▶

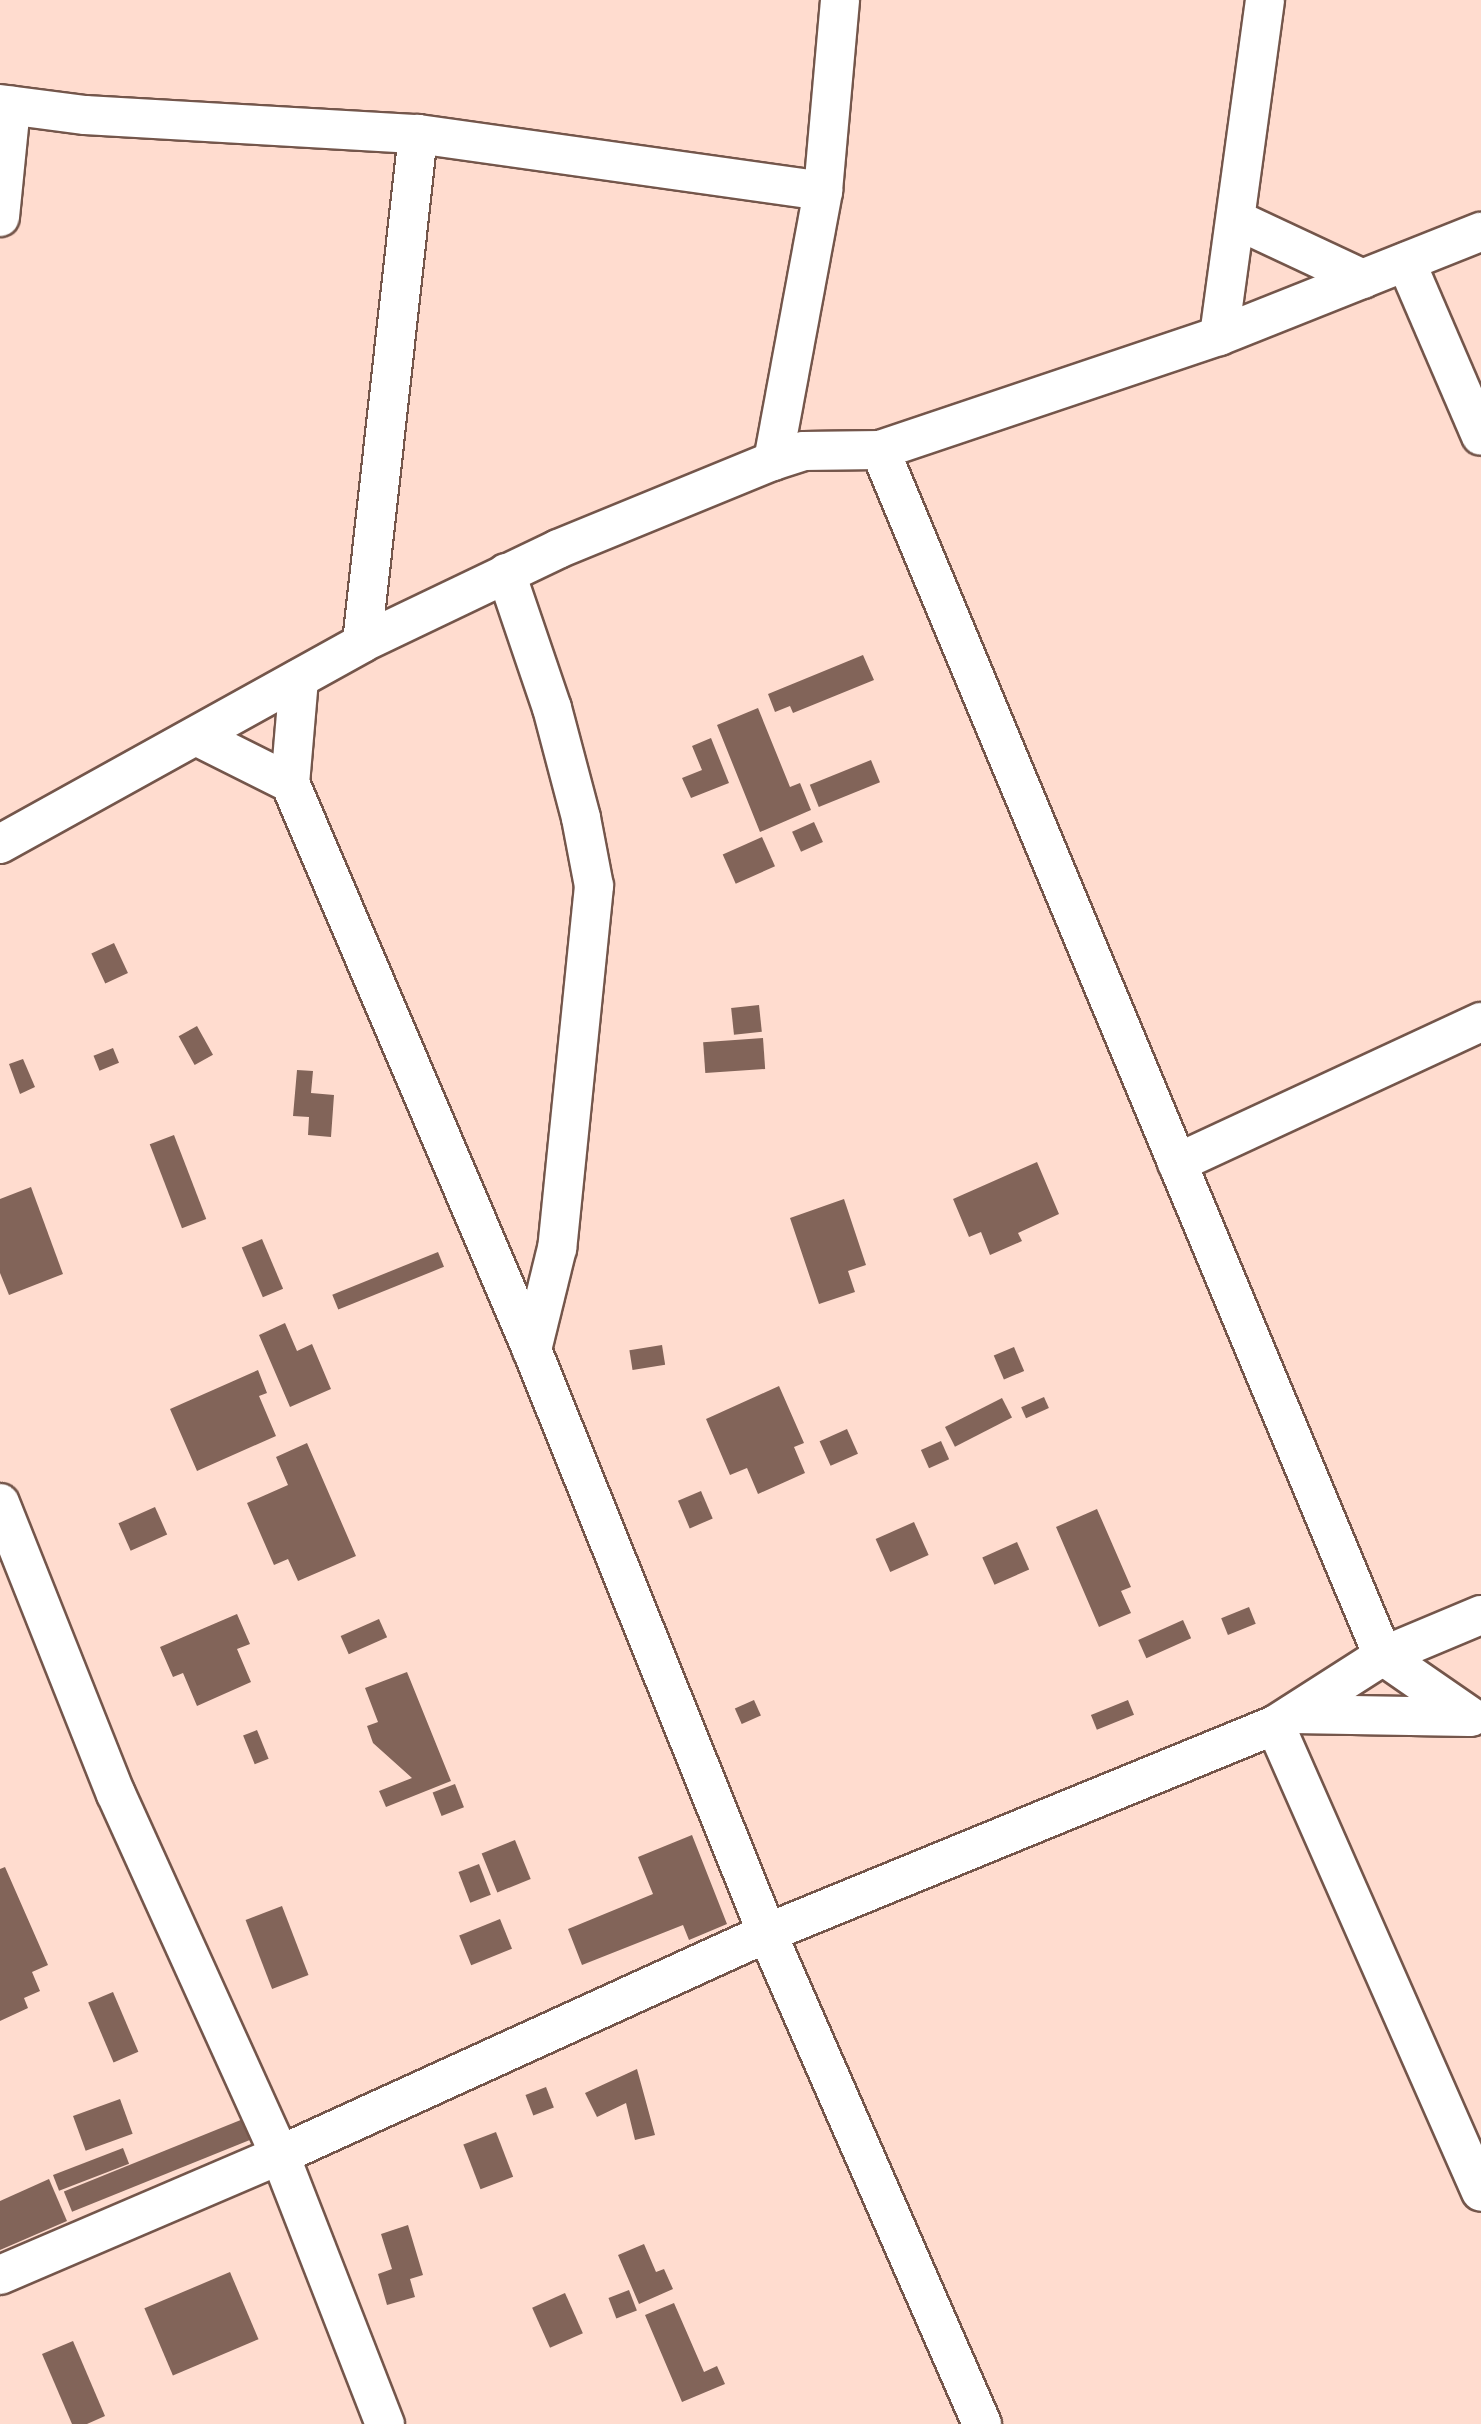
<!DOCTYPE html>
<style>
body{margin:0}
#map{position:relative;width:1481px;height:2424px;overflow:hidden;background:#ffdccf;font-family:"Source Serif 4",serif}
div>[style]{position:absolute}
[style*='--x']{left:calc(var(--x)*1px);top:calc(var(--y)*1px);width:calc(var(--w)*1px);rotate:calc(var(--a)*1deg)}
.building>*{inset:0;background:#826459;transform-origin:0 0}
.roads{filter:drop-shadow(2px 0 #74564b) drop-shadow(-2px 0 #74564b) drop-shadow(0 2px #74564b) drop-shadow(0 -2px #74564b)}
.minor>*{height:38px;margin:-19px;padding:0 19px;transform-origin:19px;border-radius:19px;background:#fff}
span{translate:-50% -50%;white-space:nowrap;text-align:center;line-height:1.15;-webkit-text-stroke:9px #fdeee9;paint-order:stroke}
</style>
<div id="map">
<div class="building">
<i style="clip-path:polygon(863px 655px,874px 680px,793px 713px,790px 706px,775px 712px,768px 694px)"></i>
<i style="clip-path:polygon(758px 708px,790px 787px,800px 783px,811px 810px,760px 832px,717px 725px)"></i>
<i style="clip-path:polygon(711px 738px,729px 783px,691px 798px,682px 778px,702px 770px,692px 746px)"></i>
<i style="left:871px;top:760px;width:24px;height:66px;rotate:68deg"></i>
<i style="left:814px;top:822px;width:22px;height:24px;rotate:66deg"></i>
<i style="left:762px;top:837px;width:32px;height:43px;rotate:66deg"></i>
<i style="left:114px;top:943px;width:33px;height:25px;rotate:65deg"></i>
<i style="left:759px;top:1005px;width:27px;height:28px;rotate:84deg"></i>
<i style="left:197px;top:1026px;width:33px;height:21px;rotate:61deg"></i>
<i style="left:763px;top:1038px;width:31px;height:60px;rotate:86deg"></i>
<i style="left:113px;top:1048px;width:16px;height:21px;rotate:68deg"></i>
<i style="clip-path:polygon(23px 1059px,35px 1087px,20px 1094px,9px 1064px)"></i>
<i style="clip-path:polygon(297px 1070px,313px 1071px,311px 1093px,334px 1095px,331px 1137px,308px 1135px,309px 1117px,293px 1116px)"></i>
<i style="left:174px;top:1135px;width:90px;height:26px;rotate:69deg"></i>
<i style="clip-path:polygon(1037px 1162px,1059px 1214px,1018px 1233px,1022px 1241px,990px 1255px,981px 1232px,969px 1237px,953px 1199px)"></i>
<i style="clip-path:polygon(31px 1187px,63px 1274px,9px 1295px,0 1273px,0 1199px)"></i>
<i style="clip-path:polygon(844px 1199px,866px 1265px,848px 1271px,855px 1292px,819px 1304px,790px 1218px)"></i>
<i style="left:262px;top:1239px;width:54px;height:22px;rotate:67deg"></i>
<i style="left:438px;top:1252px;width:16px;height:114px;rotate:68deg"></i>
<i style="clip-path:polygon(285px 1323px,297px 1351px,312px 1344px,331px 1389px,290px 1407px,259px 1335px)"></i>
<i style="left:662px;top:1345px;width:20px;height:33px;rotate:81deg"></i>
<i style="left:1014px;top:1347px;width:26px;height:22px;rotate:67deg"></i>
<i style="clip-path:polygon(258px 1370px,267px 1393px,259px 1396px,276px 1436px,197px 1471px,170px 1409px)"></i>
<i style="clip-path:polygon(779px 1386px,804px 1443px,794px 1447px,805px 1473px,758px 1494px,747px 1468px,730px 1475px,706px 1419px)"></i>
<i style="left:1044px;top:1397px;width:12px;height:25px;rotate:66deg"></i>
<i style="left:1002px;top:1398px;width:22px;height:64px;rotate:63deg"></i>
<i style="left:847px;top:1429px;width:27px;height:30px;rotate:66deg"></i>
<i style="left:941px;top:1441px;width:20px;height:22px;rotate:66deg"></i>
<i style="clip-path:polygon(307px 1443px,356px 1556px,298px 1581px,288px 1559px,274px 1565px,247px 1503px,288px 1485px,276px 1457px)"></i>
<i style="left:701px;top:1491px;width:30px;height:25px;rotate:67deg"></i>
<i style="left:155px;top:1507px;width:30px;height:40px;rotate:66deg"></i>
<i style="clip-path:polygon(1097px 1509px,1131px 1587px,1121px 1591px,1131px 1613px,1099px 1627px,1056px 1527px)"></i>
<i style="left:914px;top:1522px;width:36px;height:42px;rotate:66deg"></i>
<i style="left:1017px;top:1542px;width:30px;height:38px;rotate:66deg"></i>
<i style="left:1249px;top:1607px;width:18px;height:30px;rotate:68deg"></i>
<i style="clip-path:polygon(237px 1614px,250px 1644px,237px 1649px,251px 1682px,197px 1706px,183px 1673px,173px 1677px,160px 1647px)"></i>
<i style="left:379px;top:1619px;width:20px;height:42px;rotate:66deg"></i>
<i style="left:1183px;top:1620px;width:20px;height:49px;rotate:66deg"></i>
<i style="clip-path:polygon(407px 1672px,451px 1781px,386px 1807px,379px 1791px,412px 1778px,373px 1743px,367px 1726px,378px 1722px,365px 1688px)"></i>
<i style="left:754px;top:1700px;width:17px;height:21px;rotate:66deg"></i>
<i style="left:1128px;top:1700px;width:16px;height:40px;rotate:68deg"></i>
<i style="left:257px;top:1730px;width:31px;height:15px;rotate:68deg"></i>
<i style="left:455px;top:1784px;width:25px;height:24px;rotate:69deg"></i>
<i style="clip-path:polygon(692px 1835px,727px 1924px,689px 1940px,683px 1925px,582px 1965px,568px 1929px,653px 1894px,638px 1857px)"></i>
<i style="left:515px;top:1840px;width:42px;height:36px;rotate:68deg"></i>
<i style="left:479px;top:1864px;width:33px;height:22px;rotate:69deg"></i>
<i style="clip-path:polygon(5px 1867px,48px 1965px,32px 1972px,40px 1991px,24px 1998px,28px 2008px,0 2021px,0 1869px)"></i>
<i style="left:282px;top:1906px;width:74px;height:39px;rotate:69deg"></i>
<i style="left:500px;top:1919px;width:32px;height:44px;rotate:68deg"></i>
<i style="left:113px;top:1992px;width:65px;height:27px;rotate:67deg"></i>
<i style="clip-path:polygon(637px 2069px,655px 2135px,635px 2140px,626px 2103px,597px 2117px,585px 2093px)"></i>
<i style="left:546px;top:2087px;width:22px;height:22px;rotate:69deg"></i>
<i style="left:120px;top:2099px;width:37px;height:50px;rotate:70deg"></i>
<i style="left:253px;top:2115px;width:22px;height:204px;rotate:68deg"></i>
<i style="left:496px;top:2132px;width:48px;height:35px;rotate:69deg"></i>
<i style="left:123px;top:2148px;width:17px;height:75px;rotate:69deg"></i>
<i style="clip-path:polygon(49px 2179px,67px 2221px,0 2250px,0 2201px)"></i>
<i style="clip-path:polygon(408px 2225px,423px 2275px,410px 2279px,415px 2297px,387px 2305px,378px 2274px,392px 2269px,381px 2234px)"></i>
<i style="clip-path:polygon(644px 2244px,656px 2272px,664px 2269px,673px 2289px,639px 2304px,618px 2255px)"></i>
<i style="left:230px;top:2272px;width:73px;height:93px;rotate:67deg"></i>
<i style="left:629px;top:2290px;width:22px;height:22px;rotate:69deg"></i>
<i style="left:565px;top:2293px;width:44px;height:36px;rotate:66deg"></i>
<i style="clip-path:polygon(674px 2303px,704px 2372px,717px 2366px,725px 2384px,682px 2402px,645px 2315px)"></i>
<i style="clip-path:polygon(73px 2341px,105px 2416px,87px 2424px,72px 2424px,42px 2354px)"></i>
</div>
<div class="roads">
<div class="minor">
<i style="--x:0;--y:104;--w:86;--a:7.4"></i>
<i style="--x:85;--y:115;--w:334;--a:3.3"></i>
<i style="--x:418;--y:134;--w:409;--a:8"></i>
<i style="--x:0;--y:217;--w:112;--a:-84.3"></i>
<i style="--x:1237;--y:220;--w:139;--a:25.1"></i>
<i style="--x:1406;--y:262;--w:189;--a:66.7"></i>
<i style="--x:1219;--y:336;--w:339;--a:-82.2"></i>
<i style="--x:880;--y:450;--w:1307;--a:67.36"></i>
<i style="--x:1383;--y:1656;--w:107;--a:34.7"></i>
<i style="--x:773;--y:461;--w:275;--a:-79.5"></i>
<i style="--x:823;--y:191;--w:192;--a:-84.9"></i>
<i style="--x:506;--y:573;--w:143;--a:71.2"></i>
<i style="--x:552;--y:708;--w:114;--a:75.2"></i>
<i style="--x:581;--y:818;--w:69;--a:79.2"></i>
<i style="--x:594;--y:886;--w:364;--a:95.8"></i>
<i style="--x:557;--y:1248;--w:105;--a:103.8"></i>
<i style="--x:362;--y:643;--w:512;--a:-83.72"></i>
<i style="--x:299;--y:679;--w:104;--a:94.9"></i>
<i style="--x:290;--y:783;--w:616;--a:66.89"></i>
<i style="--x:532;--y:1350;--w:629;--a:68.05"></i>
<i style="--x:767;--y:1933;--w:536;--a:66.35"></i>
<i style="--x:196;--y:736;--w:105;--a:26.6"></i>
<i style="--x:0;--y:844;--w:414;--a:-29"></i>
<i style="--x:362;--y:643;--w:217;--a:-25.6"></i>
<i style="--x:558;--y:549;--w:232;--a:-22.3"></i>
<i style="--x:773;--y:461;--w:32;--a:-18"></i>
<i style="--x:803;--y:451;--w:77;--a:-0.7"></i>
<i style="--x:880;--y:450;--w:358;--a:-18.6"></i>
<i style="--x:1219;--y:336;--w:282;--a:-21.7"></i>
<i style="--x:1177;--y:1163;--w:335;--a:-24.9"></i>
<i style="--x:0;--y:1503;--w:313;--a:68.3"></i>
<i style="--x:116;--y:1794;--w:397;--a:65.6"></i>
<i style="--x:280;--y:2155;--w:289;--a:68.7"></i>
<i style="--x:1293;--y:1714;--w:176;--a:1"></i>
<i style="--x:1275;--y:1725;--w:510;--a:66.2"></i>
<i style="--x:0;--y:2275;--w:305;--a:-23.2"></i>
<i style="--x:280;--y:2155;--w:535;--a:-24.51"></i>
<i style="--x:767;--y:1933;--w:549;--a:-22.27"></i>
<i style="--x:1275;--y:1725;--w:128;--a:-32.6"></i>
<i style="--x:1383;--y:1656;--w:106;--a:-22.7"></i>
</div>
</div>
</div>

◀

* **Activity**
Go through the entries above and pull out each line with "position" in it.

* **Worked solution**
#map{position:relative;width:1481px;height:2424px;overflow:hidden;background:#ffdccf;font-family:"Source Serif 4",serif}
div>[style]{position:absolute}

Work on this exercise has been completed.